* _DESCRIPTION OF THE TASK_:
Across the listing below, how many lines have the word "position" in them? Provide only the number.

* _RECORD EXTRACTS_:
+---+
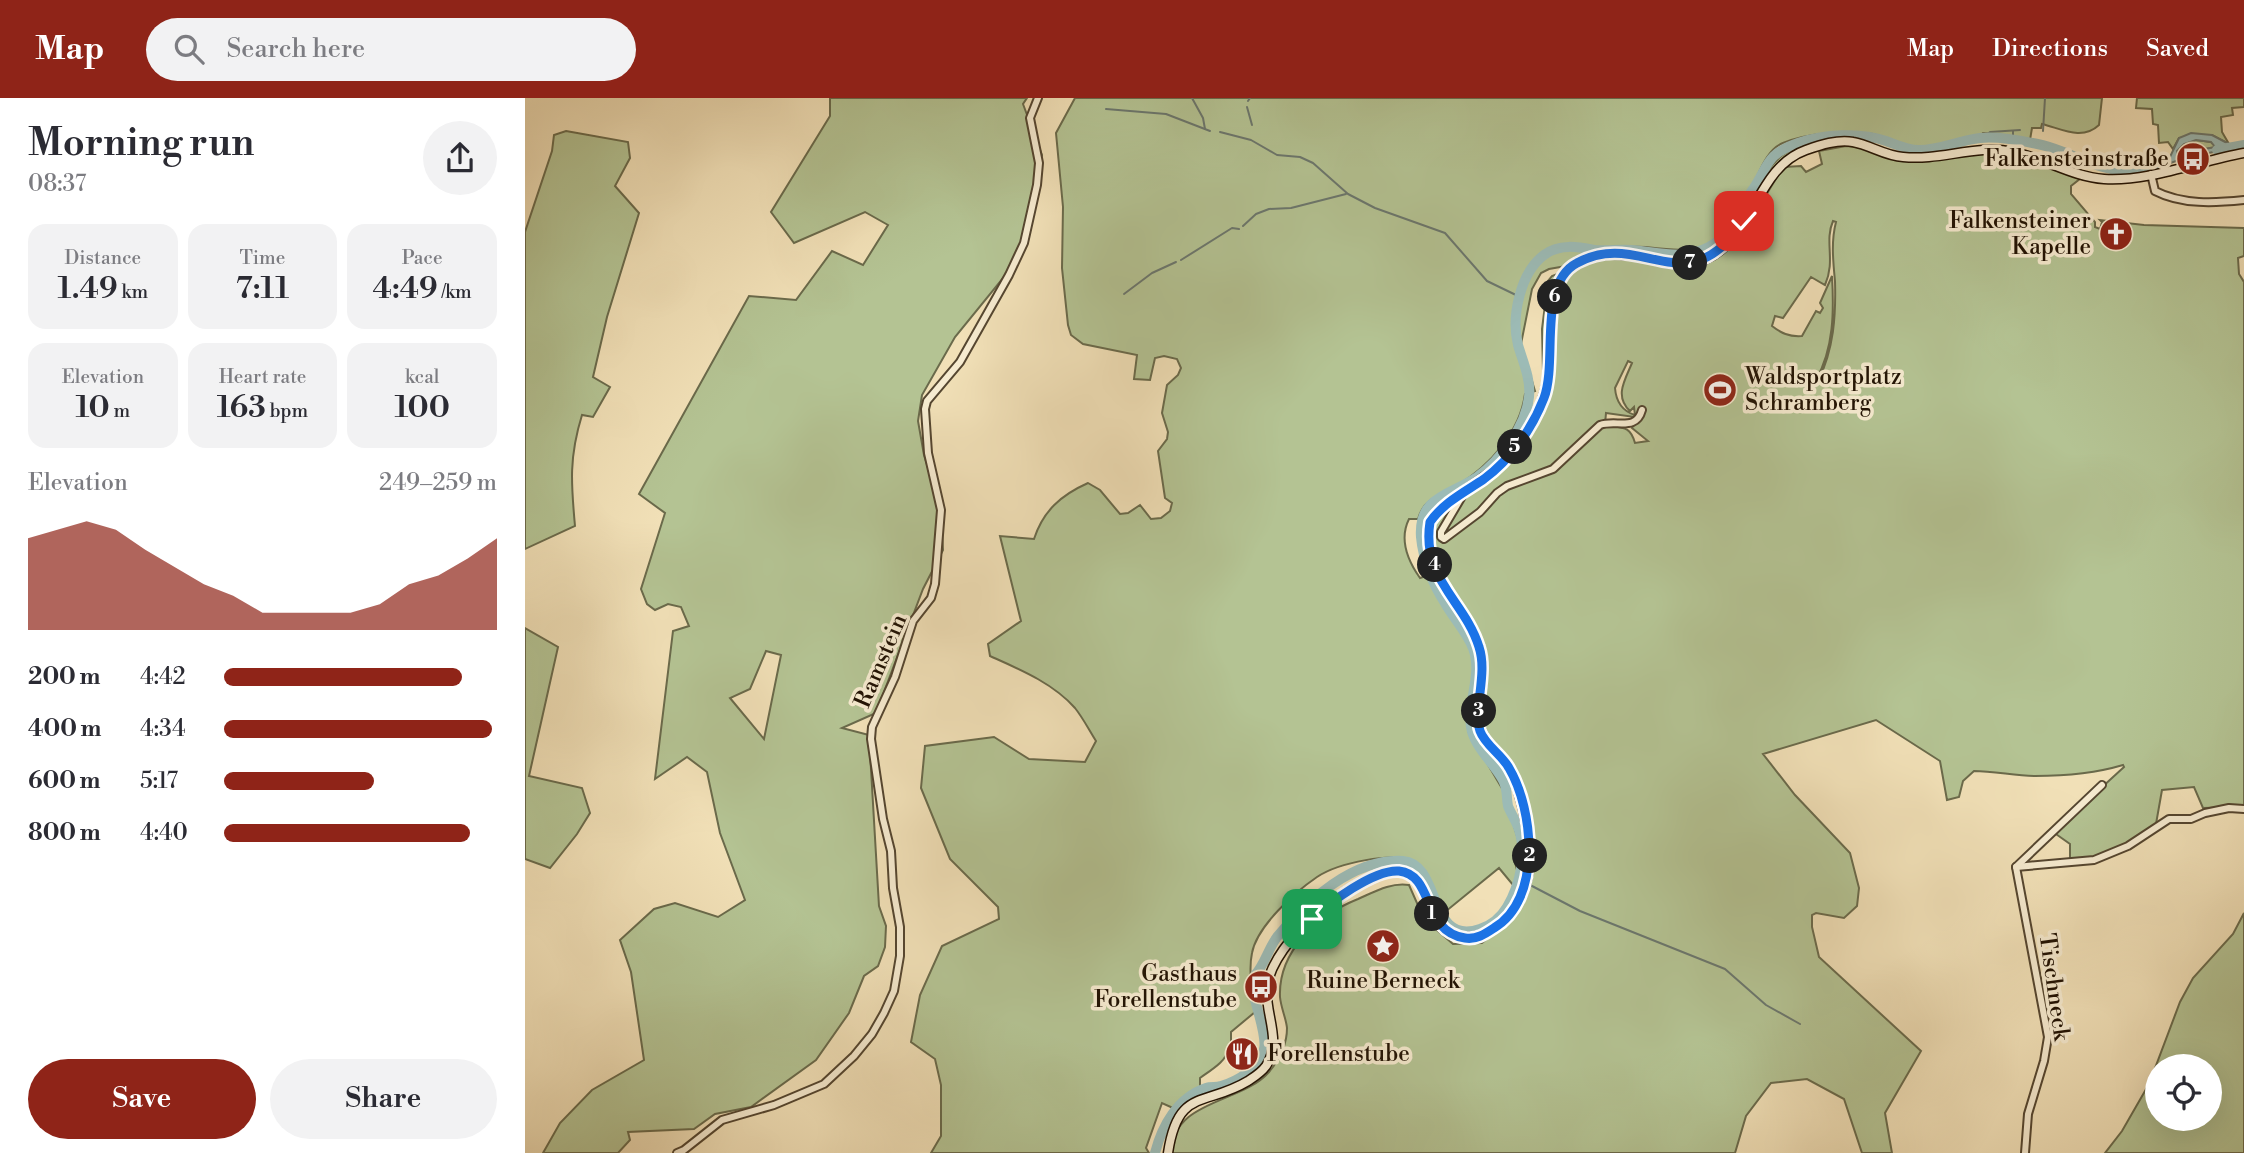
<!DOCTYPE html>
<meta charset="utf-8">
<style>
body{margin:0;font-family:"Libre Bodoni",serif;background:#f2f2f3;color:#2b2b33;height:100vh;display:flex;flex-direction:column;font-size:26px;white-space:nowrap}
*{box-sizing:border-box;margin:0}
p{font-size:23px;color:#7c7c81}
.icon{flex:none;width:38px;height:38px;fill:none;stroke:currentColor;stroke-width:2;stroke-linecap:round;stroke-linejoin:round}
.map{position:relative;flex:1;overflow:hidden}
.details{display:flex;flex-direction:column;background:#fff;width:525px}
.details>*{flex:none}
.tools{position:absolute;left:1620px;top:956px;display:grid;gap:14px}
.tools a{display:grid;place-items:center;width:77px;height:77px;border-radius:50%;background:#fff;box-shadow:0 7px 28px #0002;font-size:35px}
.pin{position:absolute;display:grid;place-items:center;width:60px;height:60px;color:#fff;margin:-30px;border-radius:14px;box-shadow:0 4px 10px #0006}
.km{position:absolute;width:35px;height:35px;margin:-18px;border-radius:50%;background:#222;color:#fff;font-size:19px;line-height:35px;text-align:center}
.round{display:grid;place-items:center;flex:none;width:74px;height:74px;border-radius:37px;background:#f2f2f3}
.head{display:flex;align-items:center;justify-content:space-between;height:119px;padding:0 28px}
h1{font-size:38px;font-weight:600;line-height:52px}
.metrics{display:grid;grid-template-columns:repeat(3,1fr);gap:10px;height:119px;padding:7px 28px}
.metrics div{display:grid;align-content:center;border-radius:18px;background:#f2f2f3;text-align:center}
.metrics b{font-size:30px;font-weight:600}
.metrics small{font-size:19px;font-weight:400}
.metrics p{font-size:19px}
.chart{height:196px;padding:14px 28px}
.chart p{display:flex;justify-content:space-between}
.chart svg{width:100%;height:126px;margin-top:7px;fill:#8f2418;opacity:.7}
.action{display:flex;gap:14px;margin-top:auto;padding:14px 28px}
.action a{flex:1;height:80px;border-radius:42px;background:#8f2418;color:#fff;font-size:28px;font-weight:600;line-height:80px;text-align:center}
.action a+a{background:#f2f2f3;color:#2b2b33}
ul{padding:0 28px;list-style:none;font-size:23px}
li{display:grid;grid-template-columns:112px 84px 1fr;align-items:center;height:52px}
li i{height:18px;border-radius:9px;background:#8f2418}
header{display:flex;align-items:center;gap:42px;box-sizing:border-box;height:98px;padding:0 35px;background:#8f2418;color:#fff}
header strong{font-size:33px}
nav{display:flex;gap:38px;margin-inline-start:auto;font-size:24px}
.search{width:490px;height:63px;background:#f2f2f3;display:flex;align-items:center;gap:18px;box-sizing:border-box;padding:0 24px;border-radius:38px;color:#7c7c81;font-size:26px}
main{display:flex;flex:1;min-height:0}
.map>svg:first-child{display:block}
</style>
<header>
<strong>Map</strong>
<div class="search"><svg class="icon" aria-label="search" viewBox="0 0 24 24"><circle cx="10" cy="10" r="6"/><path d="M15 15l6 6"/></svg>Search here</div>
<nav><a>Map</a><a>Directions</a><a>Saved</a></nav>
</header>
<main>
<section class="details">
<div class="head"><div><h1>Morning run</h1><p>08:37</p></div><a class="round"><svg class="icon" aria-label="share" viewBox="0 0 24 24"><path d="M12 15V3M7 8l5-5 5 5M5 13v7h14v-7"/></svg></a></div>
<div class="metrics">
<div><p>Distance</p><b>1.49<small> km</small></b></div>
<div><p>Time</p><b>7:11</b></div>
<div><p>Pace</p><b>4:49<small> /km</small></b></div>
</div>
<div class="metrics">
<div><p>Elevation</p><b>10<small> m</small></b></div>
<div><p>Heart rate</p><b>163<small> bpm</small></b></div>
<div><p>kcal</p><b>100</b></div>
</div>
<div class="chart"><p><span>Elevation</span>249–259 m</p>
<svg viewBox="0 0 160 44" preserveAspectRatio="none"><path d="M0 44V12L10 9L20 6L30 9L40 16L50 22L60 28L70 32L80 38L90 38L100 38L110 38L120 35L130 28L140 25L150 19L160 12V44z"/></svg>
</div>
<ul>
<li><b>200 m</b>4:42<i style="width:87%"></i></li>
<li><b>400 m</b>4:34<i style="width:98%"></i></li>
<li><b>600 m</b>5:17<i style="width:55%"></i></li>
<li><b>800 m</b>4:40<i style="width:90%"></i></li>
</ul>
<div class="action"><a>Save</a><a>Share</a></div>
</section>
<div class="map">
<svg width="1719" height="1055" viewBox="0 0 1719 1055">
<rect width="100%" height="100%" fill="#f1e0b7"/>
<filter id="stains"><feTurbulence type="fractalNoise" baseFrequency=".00286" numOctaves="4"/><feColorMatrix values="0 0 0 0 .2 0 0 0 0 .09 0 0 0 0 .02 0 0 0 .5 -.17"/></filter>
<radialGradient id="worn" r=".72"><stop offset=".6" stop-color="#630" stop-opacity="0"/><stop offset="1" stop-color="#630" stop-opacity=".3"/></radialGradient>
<g fill="#b4c393" stroke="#6a6a4b" stroke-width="2" fill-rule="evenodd">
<path d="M305,0H502L498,6L517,57L492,163L430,239L397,297L393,323L399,357L416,412L418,452L398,491L351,615L317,630L344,637L354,808L361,828L360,849L353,868L339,878L324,915L291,962L226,1009L190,1016L169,1031L103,1034L105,1042L93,1055H18L35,1025L67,992L119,962L106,874L95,842L129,811L150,805L193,819L220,802L195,735L182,674L162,659L130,681L148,533L164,528L156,509L143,506L130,512L122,506L116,491L140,415L114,396L224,198L271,202L307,153L338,167L363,127L340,114L269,145L246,114L305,18ZM241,553L256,557L239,641L205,600L225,591Z"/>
<path d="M550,0H1577L1574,27C1557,43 1537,31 1517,26L1516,30H1507L1505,42L1469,40V36L1458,35L1456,37C1434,41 1411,51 1388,50C1374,48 1361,39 1348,36C1322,32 1282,35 1258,45C1243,51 1236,70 1230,83C1226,92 1218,97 1214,104C1190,156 1174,155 1121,149C1104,148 1085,150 1067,150L1068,155L1041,168L1024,171L1016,175L1007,191L996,246L1010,293L1000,296C995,334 965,367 933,387C917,397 899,399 893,421H884C874,441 883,463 895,480L904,477L919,510L932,525L946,550L950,579L943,633L978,692L996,751L990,764L994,780L988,787L974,770L920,814C907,800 908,774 890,764C868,753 813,765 792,779C770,794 732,828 727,855C723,874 728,895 730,914L706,934V950L703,951C702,963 686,972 675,980V990L648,1010L637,1005L621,1050L624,1055H406L416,1038V987L410,961L386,944L395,897L417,848L474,821L473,809L425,761L396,690L400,648L469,639L504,661L560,664L571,643C564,632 558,620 550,610C528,585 494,571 465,558L463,546L496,523L475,438L509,441C518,413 536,397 563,385L575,392L595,416L603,415L615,407L626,421L636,420L645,413L647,405L640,400L633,353L642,341L643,334L637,315L642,287L653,277L656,270L652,261L639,258L630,260L625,282L609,281L612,257L558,246L546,237L543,227L537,170L538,109L531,35Z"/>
<polygon points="1612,0 1719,0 1719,9 1707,10 1708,17 1696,19 1697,34 1704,46 1687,37 1654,40 1648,51 1643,44 1634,45 1633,27 1628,26 1627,11 1611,10"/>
<path d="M41,33L103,44L105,60L90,88L114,115L82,219L68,279L85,289L68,319L57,317C44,359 46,385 50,428L0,451V134L27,53L29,37Z"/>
<path d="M1299,42L1262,58L1213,126C1217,113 1224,103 1231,91C1250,58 1261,49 1299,42Z"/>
<polygon points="1671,42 1686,44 1691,49 1653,57 1652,53 1659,46"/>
<path d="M1321,48L1333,49L1378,63L1434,56L1482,54L1556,80L1546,88V96L1570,124V129L1575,131L1577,124L1575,122L1619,127L1719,130V158L1713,160L1714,176L1719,184V709L1678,710L1669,689L1637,692L1631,726L1605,744L1580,758L1545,762V746L1528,734L1599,669L1598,667C1568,676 1541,678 1510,678C1490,678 1470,673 1449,673L1438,683L1434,699L1422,702L1415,663L1351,622L1238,656L1270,697L1325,755L1334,790L1332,808L1319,820L1291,815L1287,817V829L1294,859L1396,953L1360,1015L1367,1055H1337L1319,1001L1282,981L1246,985L1221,1018L1210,1055H646C648,1001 716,1006 744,974C754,962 762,947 762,930C761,920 756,910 755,899C753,853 793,817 833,801C849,794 866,784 884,787L899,821L928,846L957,845L988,818L1006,782L1007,739L997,691L988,670L968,646L959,628L960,568L957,544L951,530L931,501L915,467L909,445L907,432L914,415L935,400V407C943,394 954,389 966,379C994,357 1017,321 1026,286C1034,254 1021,204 1043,176C1070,142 1154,179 1188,162C1218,146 1239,96 1259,69L1276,68L1281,74L1297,66L1294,53ZM1308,123L1311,124C1306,143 1308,163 1310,183C1311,217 1309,251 1293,283L1291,282C1309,250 1309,213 1307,178L1295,205L1298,210L1295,215L1291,213L1277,238C1264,239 1256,235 1247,228L1250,218L1258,220L1286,179L1300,187C1311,162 1299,144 1308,123ZM1103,263L1107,265C1100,282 1089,298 1105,313L1109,309L1110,317C1097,313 1091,303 1090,290ZM1081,315L1110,319V325L1107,330L1123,343L1110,345C1105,327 1097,330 1080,327Z"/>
<path d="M1035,175C1022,206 1023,239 1021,272L1018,273L1017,231L1023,183L1027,178Z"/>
<polygon points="0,530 33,549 4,678 57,690 65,715 52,736 25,770 0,761"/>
<path d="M1719,815V1055H1580L1597,1033L1624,986L1655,904L1668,880L1708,836ZM1633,968H1685V1020H1633Z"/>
</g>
<path fill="#9cbbb6" stroke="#6b776e" stroke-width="2" fill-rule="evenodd" d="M1666,35L1687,37L1704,46L1705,51L1662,59L1632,70L1626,68L1624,64L1645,59L1654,40ZM1671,42L1686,44L1690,49L1653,56L1652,53L1659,46Z"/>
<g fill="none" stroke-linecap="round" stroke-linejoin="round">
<g stroke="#6b776e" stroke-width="2">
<polyline points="667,0 678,20 680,31"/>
<polyline points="723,3 725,0"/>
<polyline points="722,9 727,27"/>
<polyline points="581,11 641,16 685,33"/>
<polyline points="1518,33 1520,0"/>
<polyline points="695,34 726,42 752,57 775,59 788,65 823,96 850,110 920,135 962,183 993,198"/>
<polyline points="1458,40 1465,34 1495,32"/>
<polyline points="1488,43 1488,33"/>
<polyline points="718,128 731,116 744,111 766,110 821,96"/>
<polyline points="656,162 707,130 714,131"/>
<polyline points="599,196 627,175 651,164"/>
<polyline points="1007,788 1055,813 1200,871 1241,907 1275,926"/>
</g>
<g stroke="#9cbbb6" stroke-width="10">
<polyline points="1692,52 1719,47"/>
<path d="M630,1055C637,1028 652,1000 681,990C686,988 691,990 696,988C713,983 736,969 739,951C742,939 732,911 729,898C728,891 729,884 730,877C740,866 743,851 752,839C781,803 829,760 878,763C917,766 902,849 955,831C967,827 976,819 982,809C995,787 1002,756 994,732C992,724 986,716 983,708C981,698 983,691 978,682C969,665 949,649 946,629C942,603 958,577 948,550C941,533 929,521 920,505C908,487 898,461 896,439C893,398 926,397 952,379C975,363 1001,328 1004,299C1006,281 998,264 993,247C986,219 995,175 1019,157C1034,145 1054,149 1070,152C1082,153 1094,151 1106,152C1133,154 1158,163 1184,149C1202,139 1208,127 1216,108C1222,94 1217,107 1226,94C1244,70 1238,57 1273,45C1298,36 1336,34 1361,43C1372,47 1382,52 1394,52C1415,52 1435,42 1455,40C1473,38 1499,43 1517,47C1542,53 1567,69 1593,72C1607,74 1623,69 1636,65"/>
</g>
<g stroke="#554630" stroke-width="10">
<g id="street">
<path d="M1626,76L1630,93C1657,107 1690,105 1719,102"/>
<path d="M939,395L916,434V439L919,441L955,414L972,395L982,388L1028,371L1075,327C1091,321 1111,334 1117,312"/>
<polyline points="1492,768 1577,687"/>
<polyline points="1491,769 1523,939 1519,963 1503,1016 1500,1055"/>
<polyline points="1491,769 1569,762 1603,748 1644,721 1666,721 1680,715 1704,710 1719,711"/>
<polyline points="152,1055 159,1052 197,1022 249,1007 299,986 329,958 347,936 359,915 369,893 375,858 375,829 368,790 366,753 358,721 346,641 347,629 370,579 388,523 406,500 410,486 416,412 403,355 400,311 402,303 435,264 484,177 499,145 512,87 514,65 505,20 513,0"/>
</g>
</g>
<g stroke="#211203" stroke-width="11">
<path id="secondary" d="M643,1055C653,989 680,1009 723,983C729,979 736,975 741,968C758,943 739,915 742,888C749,842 823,781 867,773C877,772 887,777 893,784C901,794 901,806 907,816C925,850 962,843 984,817C1011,787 1006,747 998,711C994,696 991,680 983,667C974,655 957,644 954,630C953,622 954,614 955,606C957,585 960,563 952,543C937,505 900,476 904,431C906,407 962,382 980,362C999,341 1016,313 1022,285C1032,215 1011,141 1117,159C1138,162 1158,170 1179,162C1229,142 1230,70 1281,52C1295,47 1313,41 1328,44C1345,47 1360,58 1378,59C1416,63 1451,46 1488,54C1519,60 1548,79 1579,81C1623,84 1675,63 1719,55"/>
</g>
<use href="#street" stroke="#f6ebd0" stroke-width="6"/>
<use href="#secondary" stroke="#f6ebd0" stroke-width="8"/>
</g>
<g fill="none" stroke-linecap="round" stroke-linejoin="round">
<g stroke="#fff" stroke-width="14">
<path id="route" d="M787,821C804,805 849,771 874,773C910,777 896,833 940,840C951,842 960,836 969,830C1017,802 1009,712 984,670C977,657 960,647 955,633C948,611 963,576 954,549C940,503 896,481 905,424C919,404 940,394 959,381C986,361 1007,331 1019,300C1033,263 1012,186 1052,165C1117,129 1160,210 1219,123"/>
</g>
<use href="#route" stroke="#1a73e8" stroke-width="9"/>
</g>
<defs>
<g id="bus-disc" transform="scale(1.75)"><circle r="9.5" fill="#8f2418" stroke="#f6ebd0"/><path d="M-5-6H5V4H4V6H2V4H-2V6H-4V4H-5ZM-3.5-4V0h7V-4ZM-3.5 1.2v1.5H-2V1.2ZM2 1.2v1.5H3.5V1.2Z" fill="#fff"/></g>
<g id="church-disc" transform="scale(1.75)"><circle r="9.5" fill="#8f2418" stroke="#f6ebd0"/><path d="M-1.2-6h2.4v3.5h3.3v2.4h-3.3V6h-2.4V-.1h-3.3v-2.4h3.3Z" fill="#fff"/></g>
<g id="stadium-disc" transform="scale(1.75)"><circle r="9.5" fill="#8f2418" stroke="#f6ebd0"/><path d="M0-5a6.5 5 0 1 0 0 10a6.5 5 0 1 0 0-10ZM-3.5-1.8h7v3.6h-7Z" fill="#fff"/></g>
<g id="sight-disc" transform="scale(1.75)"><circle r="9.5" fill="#8f2418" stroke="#f6ebd0"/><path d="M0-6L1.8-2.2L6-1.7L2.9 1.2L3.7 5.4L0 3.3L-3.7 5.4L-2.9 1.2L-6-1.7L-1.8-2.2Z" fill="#fff"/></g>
<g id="restaurant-disc" transform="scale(1.75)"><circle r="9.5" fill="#8f2418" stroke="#f6ebd0"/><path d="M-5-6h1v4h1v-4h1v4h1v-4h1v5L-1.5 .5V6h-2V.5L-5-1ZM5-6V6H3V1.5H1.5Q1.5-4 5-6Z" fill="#fff"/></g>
</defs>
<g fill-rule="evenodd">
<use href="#bus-disc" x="1668" y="61"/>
<use href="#church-disc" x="1591" y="136"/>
<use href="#stadium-disc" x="1195" y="292"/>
<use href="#sight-disc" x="858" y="848"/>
<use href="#bus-disc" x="736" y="889"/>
<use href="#restaurant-disc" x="717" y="956"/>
</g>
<g text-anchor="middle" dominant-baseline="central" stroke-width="7" stroke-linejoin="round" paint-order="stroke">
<g font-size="23" fill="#211203" stroke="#f6ebd0" text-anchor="end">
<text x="1644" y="61">Falkensteinstraße</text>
<text x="1566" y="123">Falkensteiner<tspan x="1566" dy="26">Kapelle</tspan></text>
<text x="1220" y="279" text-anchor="start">Waldsportplatz<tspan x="1220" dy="26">Schramberg</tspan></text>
<text x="712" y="876">Gasthaus<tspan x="712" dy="26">Forellenstube</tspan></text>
<text x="858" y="883" text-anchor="middle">Ruine Berneck</text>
<text x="742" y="956" text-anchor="start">Forellenstube</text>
</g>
<g font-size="23" fill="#211203" stroke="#f6ebd0">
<text transform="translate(356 563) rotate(-67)">Ramstein</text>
<text transform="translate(1529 889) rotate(82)">Tischneck</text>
</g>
</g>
<rect width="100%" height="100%" filter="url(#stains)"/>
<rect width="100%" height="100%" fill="url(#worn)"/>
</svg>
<div class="tools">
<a><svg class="icon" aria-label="locate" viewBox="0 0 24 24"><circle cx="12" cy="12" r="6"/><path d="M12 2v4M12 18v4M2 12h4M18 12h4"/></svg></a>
</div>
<div class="pin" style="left:787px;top:821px;background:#1e9e55"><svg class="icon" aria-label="arrive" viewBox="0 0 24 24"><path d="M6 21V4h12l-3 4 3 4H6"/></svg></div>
<div class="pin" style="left:1219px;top:123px;background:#d93025"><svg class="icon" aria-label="check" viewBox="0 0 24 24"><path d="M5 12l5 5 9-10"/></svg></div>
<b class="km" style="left:907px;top:816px">1</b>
<b class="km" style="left:1005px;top:758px">2</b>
<b class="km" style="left:954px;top:613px">3</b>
<b class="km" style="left:910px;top:467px">4</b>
<b class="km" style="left:990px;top:349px">5</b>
<b class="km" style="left:1030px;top:199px">6</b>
<b class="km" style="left:1165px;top:165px">7</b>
</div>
</main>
+---+
* _YOUR SOLUTION_:
4